Most people will age without developing PD. What causes the degeneration of DA neurons in PD is still unknown and is likely a multifactorial etiology including genetic and environmental factors.[84] The vulnerability of DA neurons observed with aging could reduce the ability of those neurons to respond to stressful events, and a therapeutic strategy that targets the multiple mechanisms contributing to DA neuron dysfunction should be useful.

Although the loss of DA nigrostriatal neurons is the major neuropathological cause of PD, other neuronal groups also degenerate to a lesser extent such as serotoninergic neurons of the raphe nucleus, noradrenergic neurons of the locus coeruleus, or cholinergic neurons of the nucleus basalis of Meynert.[93] By contrast, brain glutamate neurotransmission is reported to be increased in PD.[94] PD also involves accumulation of intracellular α-synuclein protein deposits called Lewy bodies.[95] Endocrine drugs with multiple activities could have translational value for PD. Among these activities are the anti-inflammatory action of various steroids that could be useful for PD. Indeed, neurodegenerative diseases including PD are associated with inflammation.[96]

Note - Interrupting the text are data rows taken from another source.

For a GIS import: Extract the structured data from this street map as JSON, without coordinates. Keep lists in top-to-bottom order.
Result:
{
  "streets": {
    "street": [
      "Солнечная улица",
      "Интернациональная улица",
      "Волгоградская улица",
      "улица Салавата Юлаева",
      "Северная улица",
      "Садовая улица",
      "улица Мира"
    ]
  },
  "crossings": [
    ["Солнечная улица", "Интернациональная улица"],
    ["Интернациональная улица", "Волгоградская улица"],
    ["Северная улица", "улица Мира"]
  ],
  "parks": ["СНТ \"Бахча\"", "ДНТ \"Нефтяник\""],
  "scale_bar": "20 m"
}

Viral infections were proposed as potential risk factors for PD, and there is supporting although not entirely consistent epidemiological and basic science supporting evidence (review Ref.[97]). In a multihit hypothesis of PD, Sadasivan et al. demonstrated that prior exposure of mice to non-neurotropic pandemic influenza A/California/04/2009 H1N1 virus, which triggers brain inflammation, exacerbates their vulnerability to a parkinsonian toxin, MPTP, 1 month later, resulting in heightened loss of DA neurons.[98] This finding raises a concern for survivors of viral infections, who could be more susceptible to other potential environmental PD triggers, which independently are not considered sufficient to elicit PD phenotypes.

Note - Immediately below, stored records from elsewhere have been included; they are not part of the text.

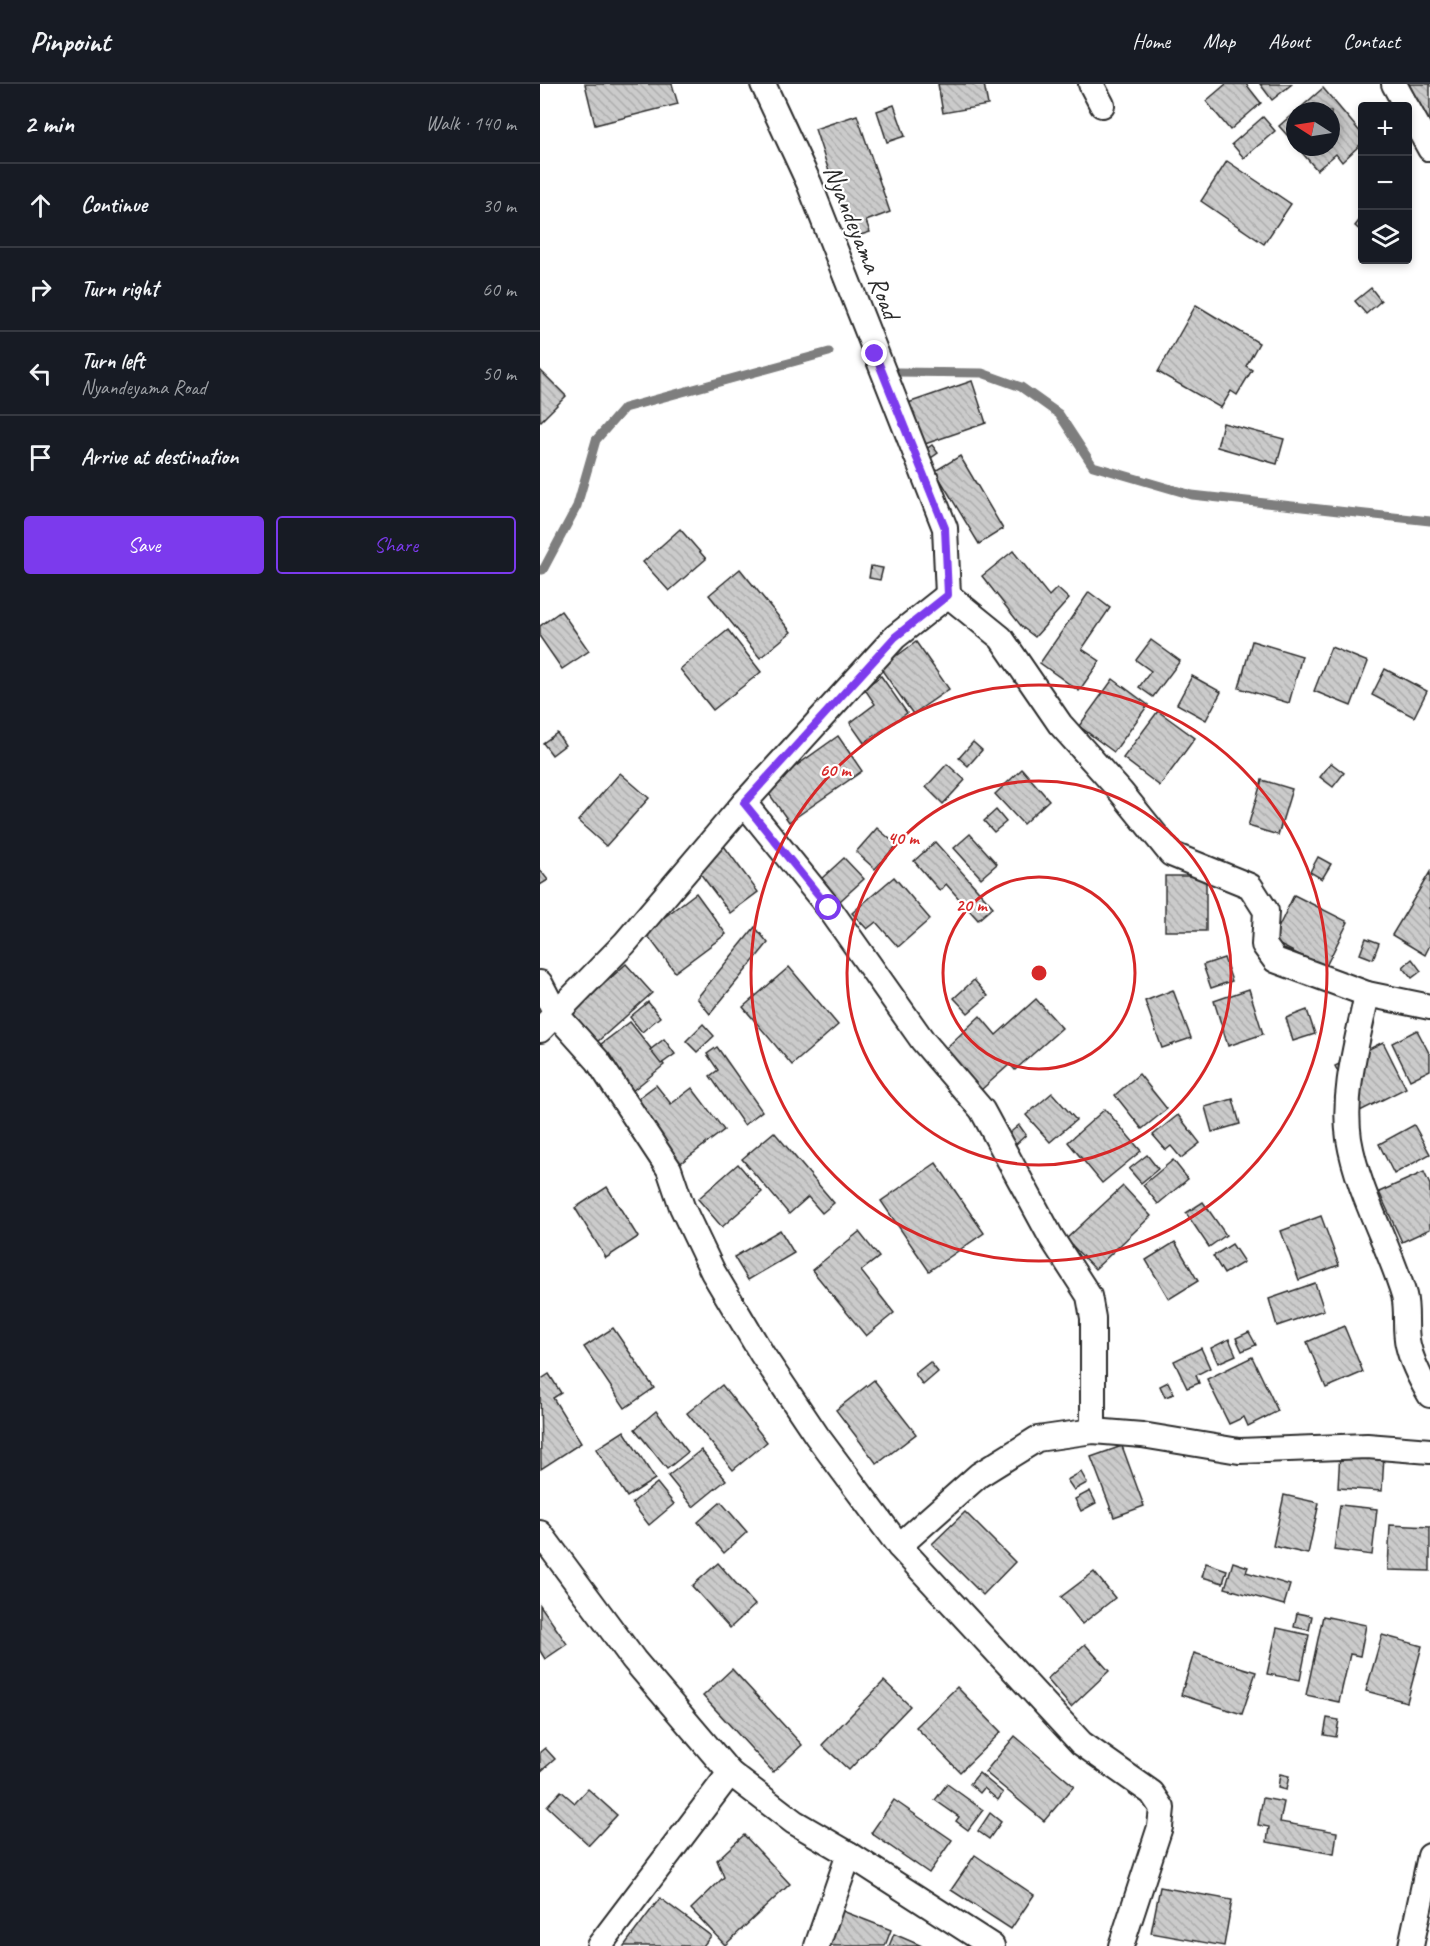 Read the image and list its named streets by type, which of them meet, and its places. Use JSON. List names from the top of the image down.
{
  "streets": {
    "street": ["Nyandeyama Road"]
  },
  "north": "left",
  "page": {
    "header": "Pinpoint",
    "nav": [
      "Home",
      "Map",
      "About",
      "Contact"
    ],
    "heading": ["2 min", "Walk · 140 m"],
    "map_buttons": ["+", "−"],
    "list": [
      ["Continue", "30 m"],
      ["Turn right", "60 m"],
      ["Turn left", "Nyandeyama Road", "50 m"],
      "Arrive at destination"
    ],
    "buttons": ["Save", "Share"]
  },
  "rings": ["60 m", "40 m", "20 m"]
}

Since men have been shown to be over-represented among those severely affected by coronavirus disease (COVID-19), repurposing drugs for COVID-19 with an endocrine perspective has been recently reviewed.[99] Interestingly, 5-α reductase inhibitors (finasteride and dutasteride) were recently shown to have beneficial effects in males with COVID-19.[99-102] Therefore, with the possible increase of parkinsonism post-COVID-19 infection and the higher incidence of men in both these diseases, possible converging endocrine treatments open interesting opportunities for drug repurposing.

Conclusion

Although it is now well documented that PD is more prevalent in men than in women, androgens have not consistently shown beneficial or a deleterious effect on PD symptoms or disease progression. Numerous antiandrogen drugs are available to treat endocrine conditions, thus offering opportunities to repurpose them for PD. The 5α-reductase inhibitors have shown neuroprotective and antidyskinetic activities and need to be further investigated. Although the effect of dutasteride was observed only when started before injury, the lack of increased damage to dopaminergic neurons when used after the lesion makes it an attractive drug for repurposing in PD patients for its antidyskinetic properties.[72]

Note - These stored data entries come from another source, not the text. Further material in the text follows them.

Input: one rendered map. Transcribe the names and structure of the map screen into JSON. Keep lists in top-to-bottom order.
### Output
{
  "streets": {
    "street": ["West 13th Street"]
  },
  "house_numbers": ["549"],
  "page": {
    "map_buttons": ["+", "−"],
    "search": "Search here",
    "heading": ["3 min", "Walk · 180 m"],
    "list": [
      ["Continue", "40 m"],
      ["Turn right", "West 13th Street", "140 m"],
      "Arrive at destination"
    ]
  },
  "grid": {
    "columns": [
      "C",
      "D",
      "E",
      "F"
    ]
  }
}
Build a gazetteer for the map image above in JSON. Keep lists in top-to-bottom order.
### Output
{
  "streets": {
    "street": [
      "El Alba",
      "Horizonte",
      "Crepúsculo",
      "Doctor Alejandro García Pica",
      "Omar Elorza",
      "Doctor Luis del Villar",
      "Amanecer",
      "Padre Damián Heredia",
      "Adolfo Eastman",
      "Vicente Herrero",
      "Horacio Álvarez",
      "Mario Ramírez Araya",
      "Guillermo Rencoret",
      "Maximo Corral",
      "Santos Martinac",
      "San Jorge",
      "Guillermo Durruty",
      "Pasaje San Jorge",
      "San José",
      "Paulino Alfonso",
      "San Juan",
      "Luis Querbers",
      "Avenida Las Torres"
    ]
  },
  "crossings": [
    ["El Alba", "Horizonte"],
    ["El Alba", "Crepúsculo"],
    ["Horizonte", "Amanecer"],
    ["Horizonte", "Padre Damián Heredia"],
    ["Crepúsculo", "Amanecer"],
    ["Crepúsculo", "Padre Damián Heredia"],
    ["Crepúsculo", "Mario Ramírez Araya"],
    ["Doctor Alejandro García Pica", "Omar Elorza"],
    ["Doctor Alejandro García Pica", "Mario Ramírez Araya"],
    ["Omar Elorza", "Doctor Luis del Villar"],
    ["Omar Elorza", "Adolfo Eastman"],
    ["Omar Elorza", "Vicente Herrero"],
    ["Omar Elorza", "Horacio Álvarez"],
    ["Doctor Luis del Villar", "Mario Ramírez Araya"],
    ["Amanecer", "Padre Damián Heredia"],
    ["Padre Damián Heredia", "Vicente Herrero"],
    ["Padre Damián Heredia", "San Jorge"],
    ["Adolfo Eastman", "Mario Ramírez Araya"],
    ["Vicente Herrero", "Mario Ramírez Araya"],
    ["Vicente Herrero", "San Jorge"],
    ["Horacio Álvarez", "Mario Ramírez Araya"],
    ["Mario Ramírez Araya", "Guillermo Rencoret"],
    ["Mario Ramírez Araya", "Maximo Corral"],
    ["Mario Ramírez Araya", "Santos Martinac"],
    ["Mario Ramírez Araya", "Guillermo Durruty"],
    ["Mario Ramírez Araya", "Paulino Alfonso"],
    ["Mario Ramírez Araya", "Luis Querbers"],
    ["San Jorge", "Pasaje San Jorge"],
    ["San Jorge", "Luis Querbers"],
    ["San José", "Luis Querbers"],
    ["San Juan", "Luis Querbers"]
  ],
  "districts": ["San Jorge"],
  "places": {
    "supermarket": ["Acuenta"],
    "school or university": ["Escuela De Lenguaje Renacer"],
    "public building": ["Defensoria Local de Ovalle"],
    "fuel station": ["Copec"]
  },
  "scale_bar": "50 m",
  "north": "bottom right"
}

Moreover, although testosterone derivatives and related compounds (such as anabolic-androgenic steroids) are frequently misused by athletes, they offer possibilities that could be helpful in PD neurodegeneration condition (reviewed Ref.[103]). Selective androgen receptor modulators (SARMs) are compounds developed to be tissue-selective androgen receptor ligands.[103,104] SARMs give an alternative for androgens therapy (osteoporosis, prostate cancer, and muscle wasting), but are presently recognized as forbidden substances by the World Anti-Doping Agency.[104] Flutamide, initially classified as an androgen receptor inhibitor, is now considered as an SARM. The activity of SARMs in the normal brain and in PD brain is yet to be investigated.